--- EXERCISE DIRECTIONS ---
Below are some records. Pull every line that contains the word "JSON".

*** INPUT FOR THIS TASK Section Begins ***

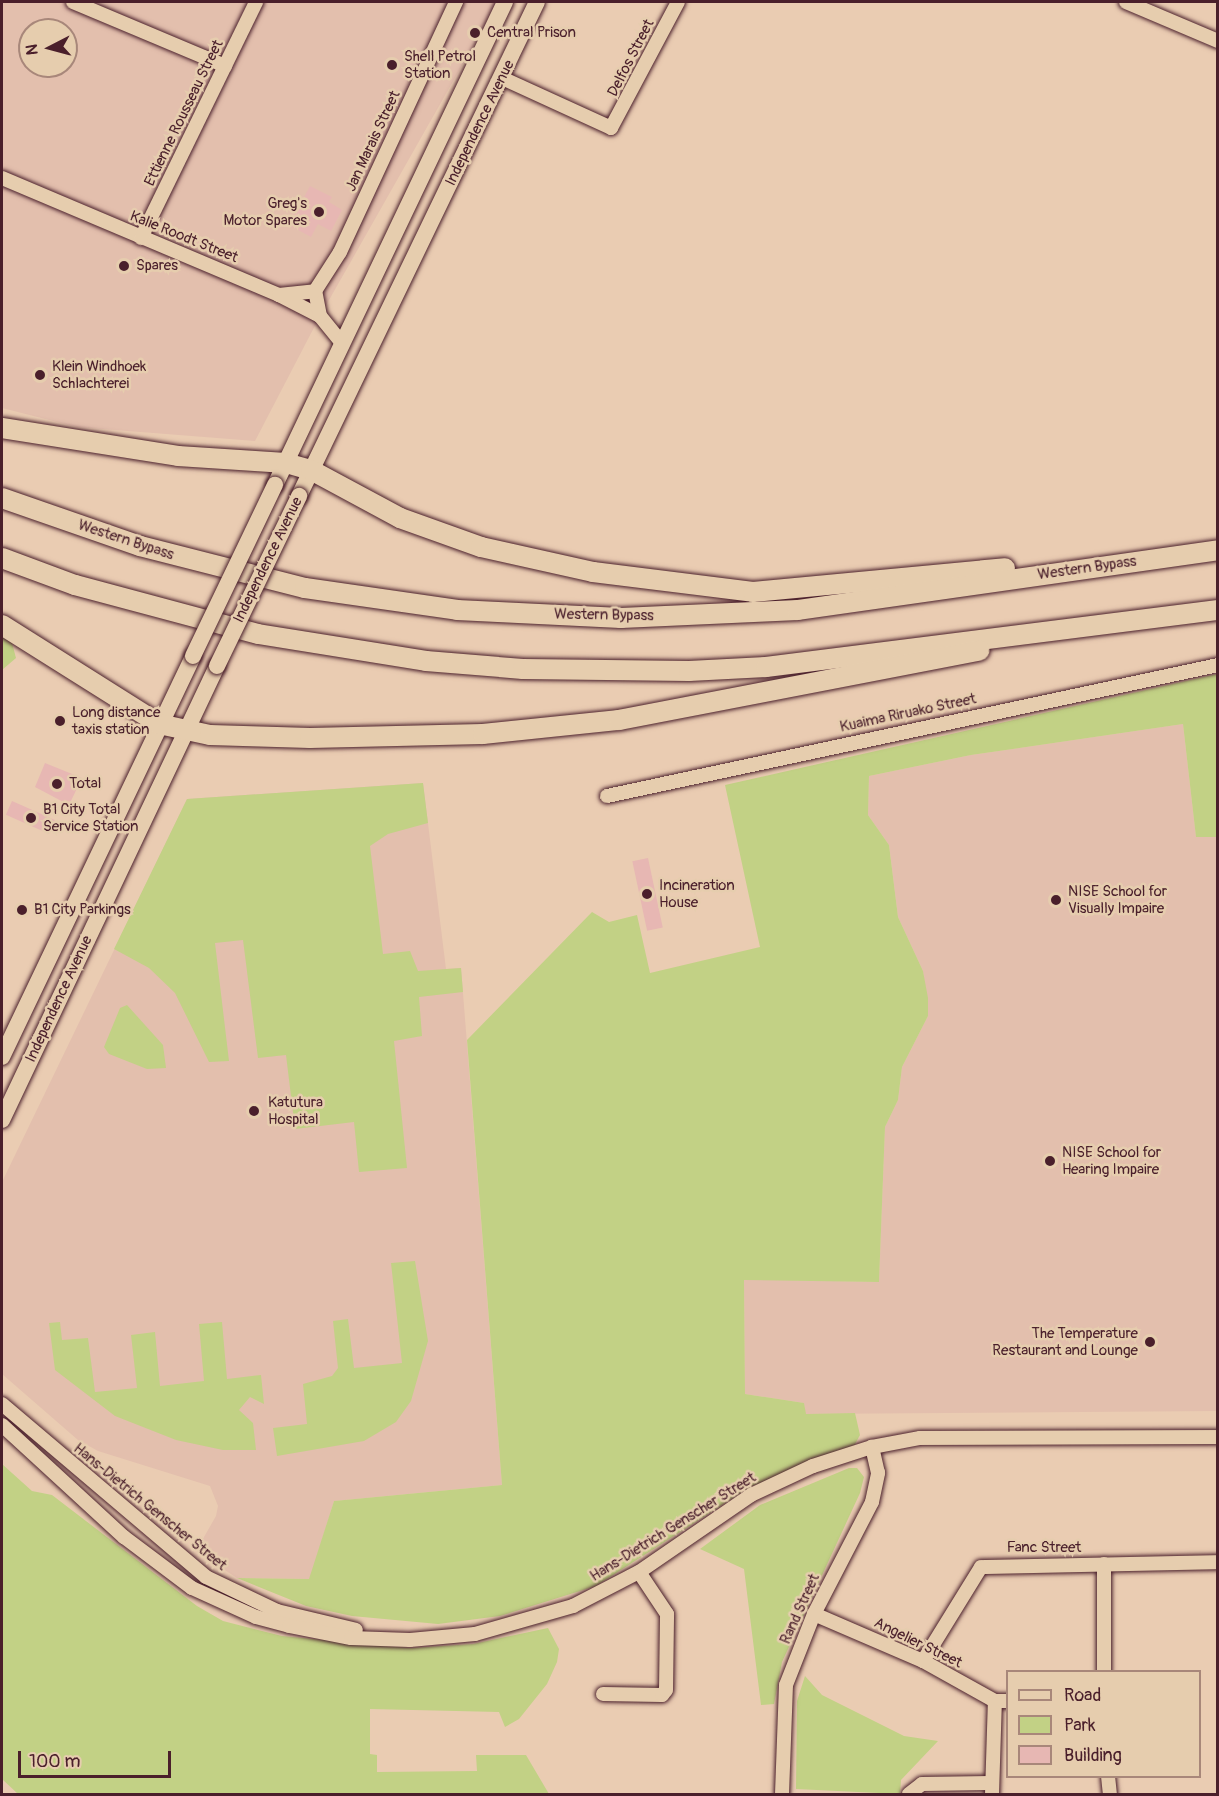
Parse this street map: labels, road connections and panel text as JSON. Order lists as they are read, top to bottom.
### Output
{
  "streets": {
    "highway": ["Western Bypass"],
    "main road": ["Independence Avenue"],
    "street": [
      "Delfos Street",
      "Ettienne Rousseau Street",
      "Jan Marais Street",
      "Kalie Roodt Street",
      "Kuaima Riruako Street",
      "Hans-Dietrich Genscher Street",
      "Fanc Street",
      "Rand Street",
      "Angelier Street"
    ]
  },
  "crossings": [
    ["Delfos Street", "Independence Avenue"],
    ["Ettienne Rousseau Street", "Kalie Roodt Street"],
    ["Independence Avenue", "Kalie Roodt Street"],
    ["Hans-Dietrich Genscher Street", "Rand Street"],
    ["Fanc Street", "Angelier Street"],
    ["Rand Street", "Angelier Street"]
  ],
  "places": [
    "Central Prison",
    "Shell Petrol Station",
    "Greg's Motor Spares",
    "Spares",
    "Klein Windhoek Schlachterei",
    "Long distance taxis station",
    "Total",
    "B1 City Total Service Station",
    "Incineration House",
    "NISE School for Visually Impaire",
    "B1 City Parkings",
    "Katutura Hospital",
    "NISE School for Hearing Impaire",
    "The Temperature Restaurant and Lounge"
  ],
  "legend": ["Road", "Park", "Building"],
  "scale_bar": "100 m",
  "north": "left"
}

*** INPUT FOR THIS TASK Section Ends ***
*** INPUT FOR THIS TASK Section Begins ***

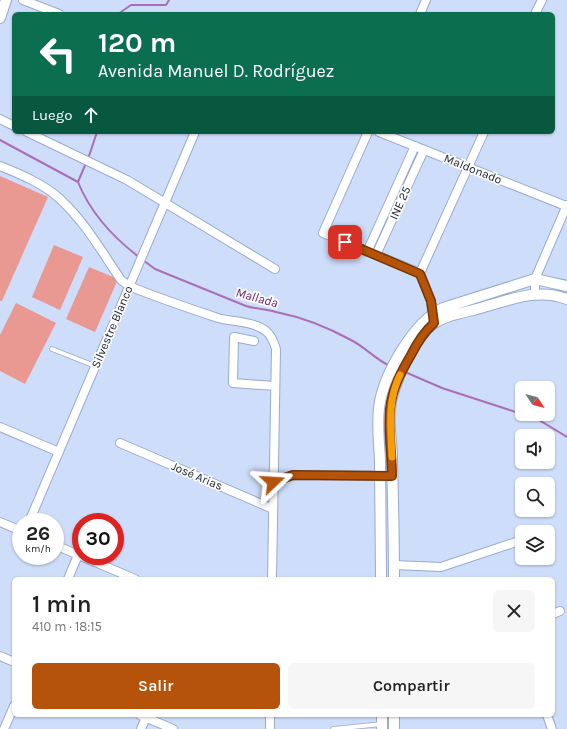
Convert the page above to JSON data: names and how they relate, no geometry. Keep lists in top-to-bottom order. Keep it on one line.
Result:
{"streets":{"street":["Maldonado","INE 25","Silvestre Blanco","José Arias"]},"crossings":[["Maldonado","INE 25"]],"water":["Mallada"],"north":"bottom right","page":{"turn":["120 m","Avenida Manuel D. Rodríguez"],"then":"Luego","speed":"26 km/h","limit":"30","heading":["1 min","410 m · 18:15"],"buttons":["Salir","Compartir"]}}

*** INPUT FOR THIS TASK Section Ends ***

--- ANSWER SECTION ---
Parse this street map: labels, road connections and panel text as JSON. Order lists as they are read, top to bottom.
Convert the page above to JSON data: names and how they relate, no geometry. Keep lists in top-to-bottom order. Keep it on one line.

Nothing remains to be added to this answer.